TASK DATA:
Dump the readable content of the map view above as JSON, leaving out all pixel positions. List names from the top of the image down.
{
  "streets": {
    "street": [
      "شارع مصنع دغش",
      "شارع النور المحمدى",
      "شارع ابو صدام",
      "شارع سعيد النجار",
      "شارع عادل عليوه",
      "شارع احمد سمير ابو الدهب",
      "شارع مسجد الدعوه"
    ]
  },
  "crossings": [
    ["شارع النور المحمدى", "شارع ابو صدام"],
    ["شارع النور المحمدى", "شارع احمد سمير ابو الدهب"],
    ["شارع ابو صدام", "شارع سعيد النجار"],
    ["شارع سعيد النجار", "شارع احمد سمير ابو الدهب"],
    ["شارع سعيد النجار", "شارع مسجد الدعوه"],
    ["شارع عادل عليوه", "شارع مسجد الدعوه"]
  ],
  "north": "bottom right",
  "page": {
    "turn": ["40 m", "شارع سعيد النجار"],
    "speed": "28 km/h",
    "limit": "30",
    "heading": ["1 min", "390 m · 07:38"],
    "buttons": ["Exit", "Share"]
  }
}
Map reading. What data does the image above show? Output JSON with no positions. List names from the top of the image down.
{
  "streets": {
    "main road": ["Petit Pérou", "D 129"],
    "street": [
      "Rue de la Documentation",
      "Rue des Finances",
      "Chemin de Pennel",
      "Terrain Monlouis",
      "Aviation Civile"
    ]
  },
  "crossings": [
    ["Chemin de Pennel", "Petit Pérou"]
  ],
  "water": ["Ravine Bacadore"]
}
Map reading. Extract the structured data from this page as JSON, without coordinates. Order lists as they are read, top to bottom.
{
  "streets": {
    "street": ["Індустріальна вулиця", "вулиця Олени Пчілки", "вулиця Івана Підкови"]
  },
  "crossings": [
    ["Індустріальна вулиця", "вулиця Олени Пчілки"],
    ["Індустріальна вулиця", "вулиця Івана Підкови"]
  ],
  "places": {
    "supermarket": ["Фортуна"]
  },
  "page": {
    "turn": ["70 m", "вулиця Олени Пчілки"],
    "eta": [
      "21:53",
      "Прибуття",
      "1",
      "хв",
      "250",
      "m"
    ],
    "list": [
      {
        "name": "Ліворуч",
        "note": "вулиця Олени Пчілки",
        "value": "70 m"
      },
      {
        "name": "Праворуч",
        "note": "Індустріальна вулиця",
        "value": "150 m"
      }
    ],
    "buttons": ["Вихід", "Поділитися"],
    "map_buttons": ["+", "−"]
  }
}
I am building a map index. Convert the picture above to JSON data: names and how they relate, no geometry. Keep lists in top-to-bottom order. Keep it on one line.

DIRECTIONS FOR THIS TASK:
Leaving out every line before the one with "Map reading. What", print the rest of the listing above exactly, through its final line.

EXERCISE RESULT:
Map reading. What data does the image above show? Output JSON with no positions. List names from the top of the image down.
{
  "streets": {
    "main road": ["Petit Pérou", "D 129"],
    "street": [
      "Rue de la Documentation",
      "Rue des Finances",
      "Chemin de Pennel",
      "Terrain Monlouis",
      "Aviation Civile"
    ]
  },
  "crossings": [
    ["Chemin de Pennel", "Petit Pérou"]
  ],
  "water": ["Ravine Bacadore"]
}
Map reading. Extract the structured data from this page as JSON, without coordinates. Order lists as they are read, top to bottom.
{
  "streets": {
    "street": ["Індустріальна вулиця", "вулиця Олени Пчілки", "вулиця Івана Підкови"]
  },
  "crossings": [
    ["Індустріальна вулиця", "вулиця Олени Пчілки"],
    ["Індустріальна вулиця", "вулиця Івана Підкови"]
  ],
  "places": {
    "supermarket": ["Фортуна"]
  },
  "page": {
    "turn": ["70 m", "вулиця Олени Пчілки"],
    "eta": [
      "21:53",
      "Прибуття",
      "1",
      "хв",
      "250",
      "m"
    ],
    "list": [
      {
        "name": "Ліворуч",
        "note": "вулиця Олени Пчілки",
        "value": "70 m"
      },
      {
        "name": "Праворуч",
        "note": "Індустріальна вулиця",
        "value": "150 m"
      }
    ],
    "buttons": ["Вихід", "Поділитися"],
    "map_buttons": ["+", "−"]
  }
}
I am building a map index. Convert the picture above to JSON data: names and how they relate, no geometry. Keep lists in top-to-bottom order. Keep it on one line.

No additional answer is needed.